3.    Consideration for Services. As consideration for the Services, FCPT shall pay to Darden the monthly service fee (the "Service Fee") for each of the Services as set forth in the Services Attachment and for all out-of-pocket costs and expenses paid to third parties actually incurred by Darden in the provision of the Services that are approved in writing (including by electronic mail) by FCPT's Service Representative prior to Darden incurring such out-of-pocket expense; provided, however, Darden shall not be required to perform Services until FCPT has approved any related third-party costs and expenses.
4.    Terms of Payment.
(a)    As promptly as practicable following the end of each calendar month during the Term, Darden shall submit to FCPT in writing an invoice setting out in reasonable detail each Service performed by Darden during the preceding month and the related Service Fee and any costs and expenses. Subject to subsection (c) below, FCPT shall pay the amount shown on each such invoice no later than thirty (30) calendar days after receipt of such invoice; payment shall be made without withholding or deduction of any kind. Subject to subsection (c) below, if such amount is not received in full by Darden within such 30-day period, FCPT shall also pay Darden interest on the unpaid portion from and after the last day of such 30-day period following receipt of such invoice until paid in full, at a rate per annum equal to the prime lender rate as reported on the last day of the calendar month in respect of such invoice by the Wall Street Journal.
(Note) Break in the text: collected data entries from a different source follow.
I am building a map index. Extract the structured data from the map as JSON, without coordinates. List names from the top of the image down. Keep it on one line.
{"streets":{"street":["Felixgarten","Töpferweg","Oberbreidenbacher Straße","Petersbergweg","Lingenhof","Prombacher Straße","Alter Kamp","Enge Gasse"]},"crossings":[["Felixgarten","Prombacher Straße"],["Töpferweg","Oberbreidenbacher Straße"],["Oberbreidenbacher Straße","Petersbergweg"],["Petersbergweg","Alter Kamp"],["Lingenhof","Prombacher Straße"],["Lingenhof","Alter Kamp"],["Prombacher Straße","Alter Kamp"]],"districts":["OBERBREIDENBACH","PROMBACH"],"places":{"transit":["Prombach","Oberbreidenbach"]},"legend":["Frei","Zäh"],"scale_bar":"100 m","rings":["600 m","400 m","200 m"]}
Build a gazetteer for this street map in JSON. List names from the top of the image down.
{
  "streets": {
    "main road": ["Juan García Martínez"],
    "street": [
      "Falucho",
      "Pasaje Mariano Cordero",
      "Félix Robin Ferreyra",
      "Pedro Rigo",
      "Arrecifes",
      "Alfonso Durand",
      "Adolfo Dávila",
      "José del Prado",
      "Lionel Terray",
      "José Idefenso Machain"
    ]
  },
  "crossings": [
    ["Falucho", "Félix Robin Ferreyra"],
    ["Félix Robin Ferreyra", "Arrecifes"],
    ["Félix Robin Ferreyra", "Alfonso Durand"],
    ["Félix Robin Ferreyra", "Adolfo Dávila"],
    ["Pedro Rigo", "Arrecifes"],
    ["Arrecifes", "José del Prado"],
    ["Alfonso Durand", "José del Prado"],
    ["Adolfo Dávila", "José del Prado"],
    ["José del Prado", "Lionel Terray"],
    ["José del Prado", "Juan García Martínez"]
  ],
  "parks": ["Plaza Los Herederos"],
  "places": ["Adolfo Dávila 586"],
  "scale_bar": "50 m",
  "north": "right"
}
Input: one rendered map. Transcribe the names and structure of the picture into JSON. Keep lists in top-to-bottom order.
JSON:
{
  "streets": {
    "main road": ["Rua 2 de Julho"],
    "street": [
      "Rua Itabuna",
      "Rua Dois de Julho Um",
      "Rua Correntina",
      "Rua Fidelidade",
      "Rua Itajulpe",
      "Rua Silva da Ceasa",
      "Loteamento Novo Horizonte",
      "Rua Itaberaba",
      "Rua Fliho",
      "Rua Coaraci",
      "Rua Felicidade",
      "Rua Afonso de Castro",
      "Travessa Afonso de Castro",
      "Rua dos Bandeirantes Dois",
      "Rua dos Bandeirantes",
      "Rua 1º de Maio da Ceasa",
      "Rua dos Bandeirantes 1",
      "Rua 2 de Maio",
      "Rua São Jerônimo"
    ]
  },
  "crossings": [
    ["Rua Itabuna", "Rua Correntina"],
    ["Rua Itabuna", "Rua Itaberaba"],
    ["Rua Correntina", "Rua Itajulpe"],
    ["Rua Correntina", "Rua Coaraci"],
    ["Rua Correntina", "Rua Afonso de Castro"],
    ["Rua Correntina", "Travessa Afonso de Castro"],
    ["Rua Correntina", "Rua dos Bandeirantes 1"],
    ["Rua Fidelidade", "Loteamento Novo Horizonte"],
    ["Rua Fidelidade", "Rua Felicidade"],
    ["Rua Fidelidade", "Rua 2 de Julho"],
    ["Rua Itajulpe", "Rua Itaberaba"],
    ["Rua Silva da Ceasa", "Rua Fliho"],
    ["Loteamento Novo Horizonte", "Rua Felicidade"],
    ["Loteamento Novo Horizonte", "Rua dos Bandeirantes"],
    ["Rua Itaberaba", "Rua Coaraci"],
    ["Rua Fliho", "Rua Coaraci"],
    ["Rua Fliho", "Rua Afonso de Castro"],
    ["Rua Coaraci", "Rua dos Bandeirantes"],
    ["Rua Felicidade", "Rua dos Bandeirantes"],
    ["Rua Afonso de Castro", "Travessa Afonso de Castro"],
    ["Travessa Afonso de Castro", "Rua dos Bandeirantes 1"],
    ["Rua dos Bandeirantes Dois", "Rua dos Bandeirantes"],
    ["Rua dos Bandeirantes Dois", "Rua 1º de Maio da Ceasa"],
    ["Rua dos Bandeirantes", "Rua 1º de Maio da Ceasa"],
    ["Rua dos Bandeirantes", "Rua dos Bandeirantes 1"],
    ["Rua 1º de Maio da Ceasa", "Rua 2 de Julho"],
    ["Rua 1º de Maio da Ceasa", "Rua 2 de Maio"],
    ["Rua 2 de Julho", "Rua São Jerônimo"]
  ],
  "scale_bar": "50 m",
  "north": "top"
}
(b)    Any transition, excise, sales, use or similar tax charged to, assessed on or incurred by the rendering of the Services shall be split equally between Darden, on the one hand, and FCPT, on the other hand, and FCPT's share shall be specified by Darden on an invoice and paid by FCPT to Darden in addition to the Service Fees; provided, however, Darden shall be solely responsible for its own income taxes.
(c)    Should FCPT dispute in good faith any portion or the entire amount due on any invoice or require any adjustment to an invoiced amount, FCPT shall promptly notify Darden in writing of the nature and basis of the dispute and/or adjustment within fifteen (15) business days after FCPT's receipt of such invoice. If FCPT fails to notify Darden within such 15-day period, the invoiced amount shall be deemed to be accurate and correct and shall not be subject to dispute or contest by FCPT or any Affiliate thereof. In the event FCPT timely delivers notice of a dispute and/or adjustment, the Parties shall use their reasonable best efforts to resolve such matter within thirty (30) calendar days and FCPT shall not be required to pay any contested amount until the dispute is resolved. FCPT shall pay to Darden within fifteen (15) business days following agreement by the Parties any portion of a previously contested amount that is determined by the Parties to be payable by FCPT, with interest from and after the date payment was originally due from FCPT through, but excluding, the date of payment by FCPT, at the rate per annum equal to the prime lender rate as reported on the last day of the calendar month in respect of the applicable invoice by the Wall Street Journal.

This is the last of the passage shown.